Greg Boyd makes my logic hurt

Apparently I must have had the need for some sort of self flagellation because I found myself listening to recent podcasts from Woodland Hills Church. I was listening to Dr. Boyd’s recent sermons because, I must confess, I’m awfully curious to find out how he deals with the Crucifixion of Christ and the doctrine of justification when he comes to that part of Luke’s gospel. I also read Dr. Boyd’s blog or listen to his sermons to keep some tabs on one of the twin cities emergent-style leaders as well as for a quick reference to all things open-theistic. One of my most recent encounter with a wacky view of Dr. Boyd’s was when he articulated something that I called “The reverse psychology of Greg Boyd”. No, I’m not kidding. (link)

The messages that I listened to today were, if nothing else, what I have come to expect from Dr. Boyd’s preaching and theology. However, my point of logic-ache is not primarily directed at his poor treatment of “so that the Scripture would be fulfilled” references in the gospels or his Kingdom, open theism, or Christus victor Theologies. In his sermon about Judas Christianity, Dr. Boyd used a personal illustration to articulate his point. A few years back, an organization was requesting that pastors sign a petition to send to President Bush to oppose a two-state solution to the problems in Israel and Palestine. Boyd understood the petition as coming from those Christians who believe that the nation of Israel will have a future roll to play before Christ returns. Boyd then articulated his response to that petition with the following statements,

“We who are called to be peace makers in the name of the Peace Maker are preventing peace from happening. Two problems with that at least. One is that it is never good to set political policy on the basis of your interpretation of the Bible. Secondly, if it was prophesied and fated [that Israel would return to the land in the course of events related to the 2nd coming of Christ], then God really doesn’t need your help now, does He?

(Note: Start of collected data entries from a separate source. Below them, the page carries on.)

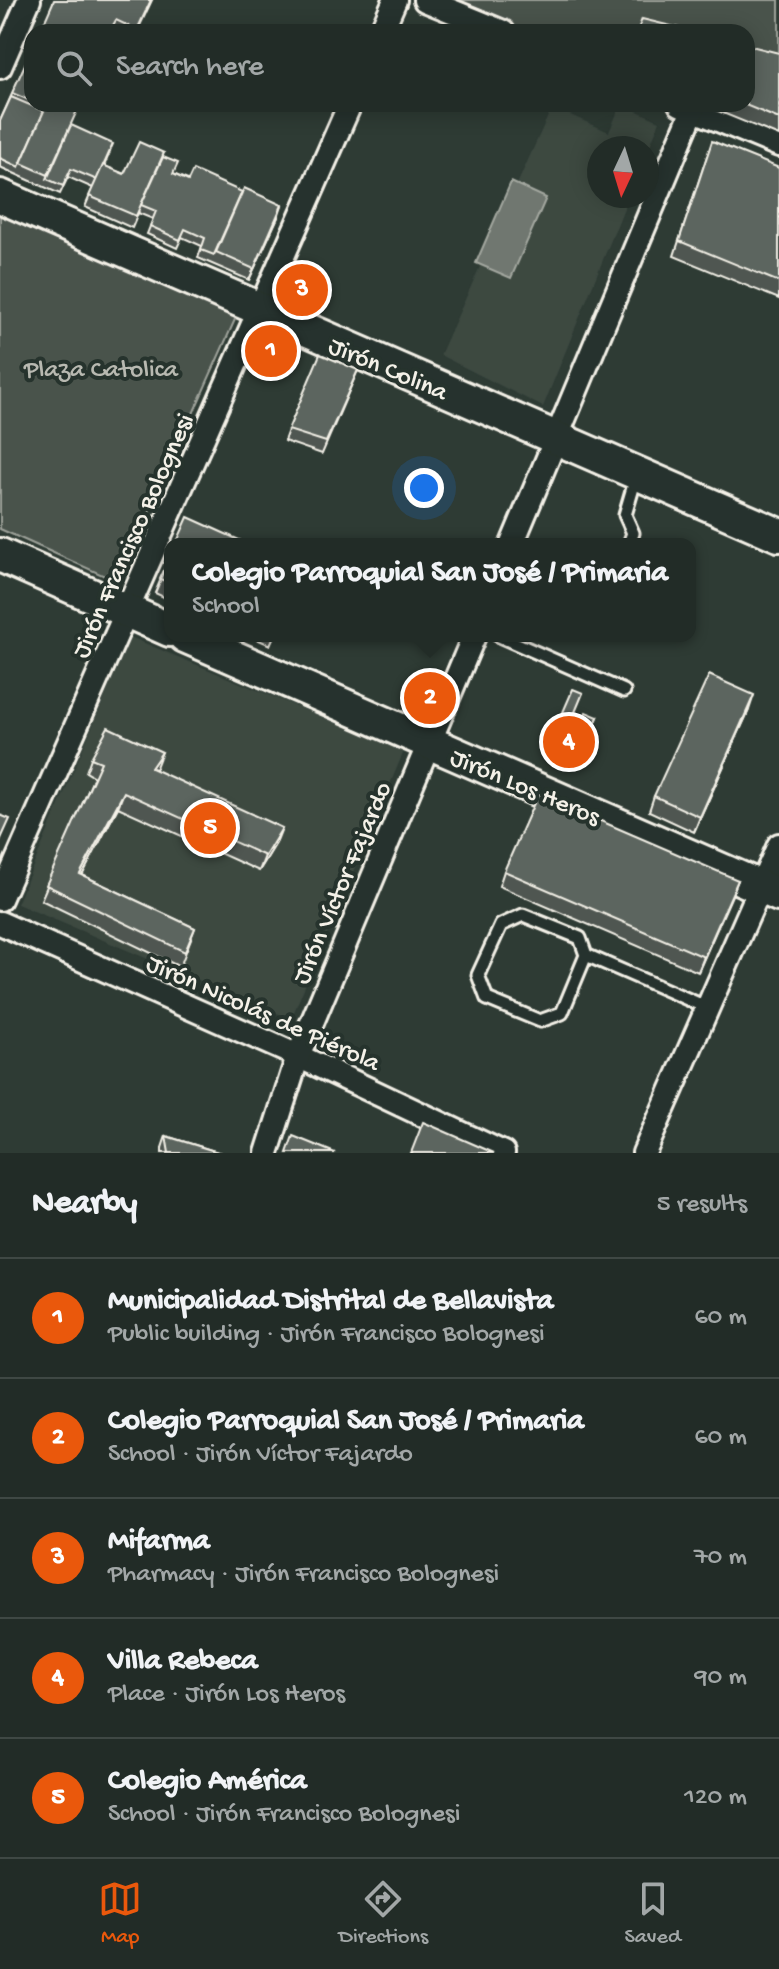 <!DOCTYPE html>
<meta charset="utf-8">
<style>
body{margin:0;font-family:"Gochi Hand",sans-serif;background:#2a342f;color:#f1f3f6}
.compass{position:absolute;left:587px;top:136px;width:72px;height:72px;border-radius:50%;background:#222c27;box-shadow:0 4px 20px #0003;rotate:184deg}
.you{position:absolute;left:424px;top:488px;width:28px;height:28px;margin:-20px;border:6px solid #fff;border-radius:50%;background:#1a73e8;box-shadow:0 0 0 12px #1a73e833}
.badge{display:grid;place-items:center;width:52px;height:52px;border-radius:50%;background:#ea580c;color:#fff;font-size:26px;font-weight:700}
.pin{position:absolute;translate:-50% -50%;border:4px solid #fff;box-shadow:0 2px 8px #0006}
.popup{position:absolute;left:164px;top:538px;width:532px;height:104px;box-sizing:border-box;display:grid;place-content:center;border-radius:16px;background:#222c27;filter:drop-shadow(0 2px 6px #0005);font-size:26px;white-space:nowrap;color:#a2a7a7}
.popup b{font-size:30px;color:#f1f3f6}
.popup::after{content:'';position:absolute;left:50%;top:100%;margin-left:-16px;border:16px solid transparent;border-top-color:#222c27}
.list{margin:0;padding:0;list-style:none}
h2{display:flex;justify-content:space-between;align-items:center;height:104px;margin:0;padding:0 32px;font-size:34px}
h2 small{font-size:26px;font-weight:400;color:#a2a7a7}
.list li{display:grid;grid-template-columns:52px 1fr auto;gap:24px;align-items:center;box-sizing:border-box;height:120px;padding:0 32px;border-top:2px solid #3f4844}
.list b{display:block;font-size:30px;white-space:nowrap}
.list p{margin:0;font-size:26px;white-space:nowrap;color:#a2a7a7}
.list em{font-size:26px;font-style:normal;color:#a2a7a7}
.icon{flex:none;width:44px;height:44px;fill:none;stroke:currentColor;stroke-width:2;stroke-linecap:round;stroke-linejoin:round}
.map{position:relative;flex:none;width:779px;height:1153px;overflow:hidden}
.search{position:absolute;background:#222c27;box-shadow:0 4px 20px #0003;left:24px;right:24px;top:24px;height:88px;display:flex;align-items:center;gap:20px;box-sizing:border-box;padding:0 28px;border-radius:24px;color:#a2a7a7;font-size:30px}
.sheet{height:704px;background:#222c27}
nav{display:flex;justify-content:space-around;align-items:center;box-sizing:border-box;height:112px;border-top:2px solid #3f4844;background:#222c27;font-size:22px;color:#a2a7a7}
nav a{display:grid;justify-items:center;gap:4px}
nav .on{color:#ea580c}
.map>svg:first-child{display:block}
.built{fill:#3c4841}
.green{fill:#48524c;stroke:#9ea29a;stroke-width:2}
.water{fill:#6f7770;stroke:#a4a8a0;stroke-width:2}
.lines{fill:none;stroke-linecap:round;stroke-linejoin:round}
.lane-casing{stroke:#f4f1e8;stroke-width:17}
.street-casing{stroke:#f4f1e8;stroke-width:28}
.secondary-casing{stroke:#f4f1e8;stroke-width:38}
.lane{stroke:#26332d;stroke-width:11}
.street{stroke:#26332d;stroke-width:22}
.secondary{stroke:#26332d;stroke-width:32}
.wall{fill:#4f5751;stroke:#f4f1e8;stroke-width:2}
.shaded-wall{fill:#404742;stroke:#f4f1e8;stroke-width:2}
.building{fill:#5c655e;stroke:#f4f1e8;stroke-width:2}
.labels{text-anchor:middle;stroke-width:8;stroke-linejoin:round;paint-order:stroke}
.park-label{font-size:26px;fill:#b8b9b1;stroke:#26332d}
.street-label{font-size:26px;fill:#f4f1e8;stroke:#26332d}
</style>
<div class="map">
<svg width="779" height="1153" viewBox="0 0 779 1153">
<rect width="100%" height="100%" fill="#2e3b34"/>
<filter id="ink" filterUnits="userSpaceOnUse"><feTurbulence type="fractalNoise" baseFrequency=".0125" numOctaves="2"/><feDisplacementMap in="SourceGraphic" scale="16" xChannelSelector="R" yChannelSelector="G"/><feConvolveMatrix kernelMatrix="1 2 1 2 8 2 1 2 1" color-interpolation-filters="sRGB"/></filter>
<g filter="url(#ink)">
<g class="built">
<polygon points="621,104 660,121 647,153 647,148 599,148 599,196 629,196 543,407 440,355 552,107 609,132"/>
<polygon points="130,637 404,751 291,1019 17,904"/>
</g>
<g class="green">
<polygon points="436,0 779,0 779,139 747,104 747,32 515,32"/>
<polygon points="0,210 237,315 118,582 0,529"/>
</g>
<polygon class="water" points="511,182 546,198 511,278 476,263"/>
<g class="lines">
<g class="lane-casing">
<g id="lane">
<polyline points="629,544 633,533 625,515 637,474"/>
<polyline points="499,636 624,691"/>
<polyline points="586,955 562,1013 540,1021 487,999 478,975 501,925 523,915 580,938 586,955 708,1008"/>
</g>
</g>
<g class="street-casing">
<g id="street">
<polyline points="425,0 503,32"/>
<polyline points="381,32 395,0"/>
<polyline points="0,67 29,0"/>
<polyline points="680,104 779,145"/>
<polyline points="512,544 693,110"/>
<polyline points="0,899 350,104"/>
<polyline points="0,923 298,1056 503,1153"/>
<polyline points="267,1153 298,1056 474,636"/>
<polyline points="644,1153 779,845"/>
</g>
</g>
<g class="secondary-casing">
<g id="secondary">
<polyline points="0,196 779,535"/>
<polyline points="0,555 170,630"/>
<polyline points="185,636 779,895"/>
</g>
</g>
<use href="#lane" class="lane"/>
<use href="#street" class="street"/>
<use href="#secondary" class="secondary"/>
</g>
<g class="wall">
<polygon points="152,0 137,32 40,32"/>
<polygon points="32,49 32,101 30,105 72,126 110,152 104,166 124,174 163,157 173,174 278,217 249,280 198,258 202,246 182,237 177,248 147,234 153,219 138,213 139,211 132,228 85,207 93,188 68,177 60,194 0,167 0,121"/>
<polygon points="779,53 779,136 701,104 747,104"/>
<polygon points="707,156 779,168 779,299 674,256"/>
<polygon points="358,370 322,454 284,441 288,430"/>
<polygon points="170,557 170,600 155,593"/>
<polygon points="250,636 274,636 270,645"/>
<polygon points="749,710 694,832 649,811 654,796"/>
<polygon points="573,717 583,721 598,717 576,768 545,755 548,747"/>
<polygon points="91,758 156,767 154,770 276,843 259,871 118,807 82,875 195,928 180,967 41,900 94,777 86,772"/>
<polygon points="504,871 738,880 698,972 499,886"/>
<polygon points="166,1136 221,1153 162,1153 162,1148"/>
</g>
<g class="shaded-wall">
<polygon points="282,205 278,217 249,280 254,269"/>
<polygon points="754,695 749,710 694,832 700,817"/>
<polygon points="162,752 156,767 145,783 151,768"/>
<polygon points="124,792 118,807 75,889 80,874"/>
<polygon points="282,828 276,843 259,871 265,856"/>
<polygon points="738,880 732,895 698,972 704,957"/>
</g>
<g class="building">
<polygon points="54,0 151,0 137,30 116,20 112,27 123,32 40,32"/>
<polygon points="642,19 696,32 637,32"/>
<polygon points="747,45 779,53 779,119 743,104 747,104"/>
<polygon points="32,49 32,98 31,101 12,93"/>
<polygon points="11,97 44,111 19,167 0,158 0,121"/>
<polygon points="47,104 80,104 48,175 21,163"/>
<polygon points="71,125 113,144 97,180 71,169 63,186 47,179"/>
<polygon points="712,141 779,168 779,282 679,241"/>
<polygon points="139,142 164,153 136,216 89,196 103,165 124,174"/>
<polygon points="163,157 178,163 173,174 188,181 193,170 242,192 214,255 201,250 205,238 185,229 180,240 150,226 156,211 141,205"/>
<polygon points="244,188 282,205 254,269 216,252"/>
<polygon points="320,354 358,370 326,442 288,430"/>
<polygon points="188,517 248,544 176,544"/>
<polygon points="170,557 170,583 160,579"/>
<polygon points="709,675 754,695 700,817 654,796"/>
<polygon points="573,689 583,693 573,717 583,721 586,712 598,717 579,760 548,747"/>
<polygon points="108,727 162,752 151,768 282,828 265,856 124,792 80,874 195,928 185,952 46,885 101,762 91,758"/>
<polygon points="538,794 738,880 704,957 504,871"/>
<polygon points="0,815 10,819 0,841"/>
<polygon points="423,1122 494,1153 411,1153"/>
<polygon points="166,1136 221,1153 169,1153"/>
<polygon points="293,1136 335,1153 287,1153"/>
</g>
</g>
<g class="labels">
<g class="park-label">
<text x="101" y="376">Plaza Catolica</text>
</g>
<g class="street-label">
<text transform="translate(389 367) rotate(23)" y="9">Jirón Colina</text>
<text transform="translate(131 535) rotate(-66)" y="9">Jirón Francisco Bolognesi</text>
<text transform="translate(526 785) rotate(23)" y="9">Jirón Los Heros</text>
<text transform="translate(340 882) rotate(-67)" y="9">Jirón Víctor Fajardo</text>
<text transform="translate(264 1011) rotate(24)" y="9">Jirón Nicolás de Piérola</text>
</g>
</g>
</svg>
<svg class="compass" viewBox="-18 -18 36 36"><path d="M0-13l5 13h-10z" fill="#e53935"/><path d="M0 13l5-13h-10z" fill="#a2a7a7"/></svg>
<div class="you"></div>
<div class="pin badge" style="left:271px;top:351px">1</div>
<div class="pin badge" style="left:430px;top:698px">2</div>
<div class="popup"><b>Colegio Parroquial San José / Primaria</b>School</div>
<div class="pin badge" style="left:302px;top:290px">3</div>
<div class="pin badge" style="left:569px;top:742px">4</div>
<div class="pin badge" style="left:210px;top:828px">5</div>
<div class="search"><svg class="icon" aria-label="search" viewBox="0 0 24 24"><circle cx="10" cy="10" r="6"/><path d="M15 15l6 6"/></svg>Search here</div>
</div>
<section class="sheet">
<h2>Nearby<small>5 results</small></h2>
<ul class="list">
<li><span class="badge">1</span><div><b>Municipalidad Distrital de Bellavista</b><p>Public building · Jirón Francisco Bolognesi</p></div><em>60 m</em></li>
<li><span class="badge">2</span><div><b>Colegio Parroquial San José / Primaria</b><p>School · Jirón Víctor Fajardo</p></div><em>60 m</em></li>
<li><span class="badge">3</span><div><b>Mifarma</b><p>Pharmacy · Jirón Francisco Bolognesi</p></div><em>70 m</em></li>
<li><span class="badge">4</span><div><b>Villa Rebeca</b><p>Place · Jirón Los Heros</p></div><em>90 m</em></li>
<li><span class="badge">5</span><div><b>Colegio América</b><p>School · Jirón Francisco Bolognesi</p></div><em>120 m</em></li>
</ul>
</section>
<nav>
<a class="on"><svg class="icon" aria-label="map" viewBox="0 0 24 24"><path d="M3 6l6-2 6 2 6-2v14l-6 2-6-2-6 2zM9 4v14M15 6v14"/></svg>Map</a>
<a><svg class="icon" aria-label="directions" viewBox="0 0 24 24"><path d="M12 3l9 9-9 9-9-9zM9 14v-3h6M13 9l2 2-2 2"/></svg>Directions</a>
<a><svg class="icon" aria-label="saved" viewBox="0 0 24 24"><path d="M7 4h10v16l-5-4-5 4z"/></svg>Saved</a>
</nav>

So if God wants to take care of it, let God take care of it – stay out of His business [responded to with loud applause from the congregation].” (WHC – Lessons from the Betrayer, 2/7/10, comment ends @ 39:19)
Once again, my contention in this article is not with his theological stances that I object to, it is primarily with the statement, “that it is never good to set political policy on the basis of your interpretation of the Bible.” I’m sorry…what? Now I am not in favor of creating a Christian government or monarchy as in the kingdom of old, so don’t mistake me. The only way that laws will be changed for the better is if the hearts and minds of the voters are changed and renewed, not the other way around. But, Dr. Boyd, upon what basis ought Christians make decisions, political or otherwise? Should my decision on whether to support or oppose legislation be based on everything except my understanding of the Bible? Do you do that with “justice” issues? Do you, or would you, leave your doctrine at the door when it comes to voting or making decisions about taxation, racism, murder, or theft? Do you really want Christians to check their theology at the door and vote? Really? Wasn’t your rejection, Dr. Boyd, of the very petition you referred to in your illustration based in your theological conclusions of what the Bible says about love, peace, and eschatology?

If anyone objects to my criticism as being too harsh or that I’ve taken Dr. Boyd’s statement out of context, I think you’d be wrong. Dr. Boyd’s comment was in the context of rejecting a political petition that was by individuals who I can only assume were pre-millennialists. And Dr. Boyd’s own eschatology is, roughly (as I understand it) that the kingdom needs to come to earth through a peace and love, but regardless his eschatology is not the same as pre-millennialists. That means that Dr. Boyd did the very thing he urged others not to do – he took a political stance based on his theological convictions which are based on his understanding of the Bible.

Simply put – it is ridiculously non-Christian to urge Christians to refrain from making political decisions based on how they understand the Bible. The only sure guide we have to make decisions – whether they are, political, moral, social, economical, or relational – is Scripture. And in order to use Scripture, we must interpret it. Therefore, it is always the best idea to base your decision and your input into a political policy on your interpretation of Scripture. That does not mean that every single individual will have the same conclusions. This just means that interpreters are fallible but it doesn’t invalidate the principle of using the infallible guide.